Delayed Blessing

After the death of Abraham, God blessed Isaac his son. . .. These are the generations of Ishmael
 GENESIS 25:11-12
Delayed Blessing
[Moses] says that God blessed Isaac after the death of his father. But he soon breaks off, and in few words he completes what there is still to say about Ishmael. But he does not speak of the blessing [of Isaac] until the proper time for this has come. For it was delayed 20 years, during which Isaac lived with his wife Rebecca without offspring. . .. Reason dreams that God has to be worshiped and appeased with physical sacrifices or other exercises devised by men.
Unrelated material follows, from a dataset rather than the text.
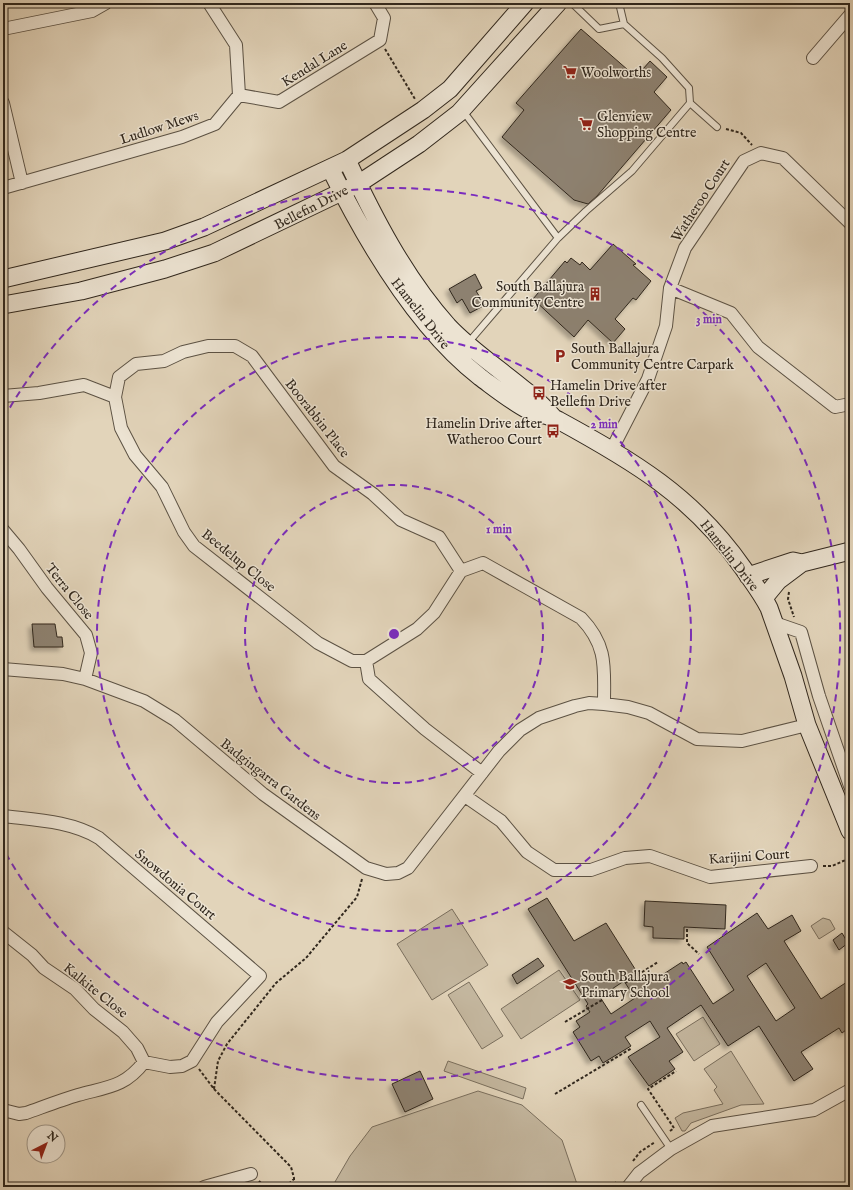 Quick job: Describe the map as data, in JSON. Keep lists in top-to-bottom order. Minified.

But the examples of the fathers show that the foremost and best worship is to wait for God. And this is the real benefit and the most appropriate exercise of faith. For faith first carries us away into things that are invisible when it points out that things that are not apparent to the eye must be accepted. This we can somehow bear and put up with. The heart, however, is not only led into what is invisible; but it is also kept in suspense and is put off for a long time, just as Abraham ... waited for 25 years before a son was born to him, and Isaac is without offspring for 20 years. But the third and by far the most serious thing is experienced when delay and postponement are followed by a disposition to the opposite effect. It is then that he who is able to endure and wait, to hope for the things that are being delayed, and to be pleased with what is contrary, will eventually learn from experience that God is truthful and keeps His promises.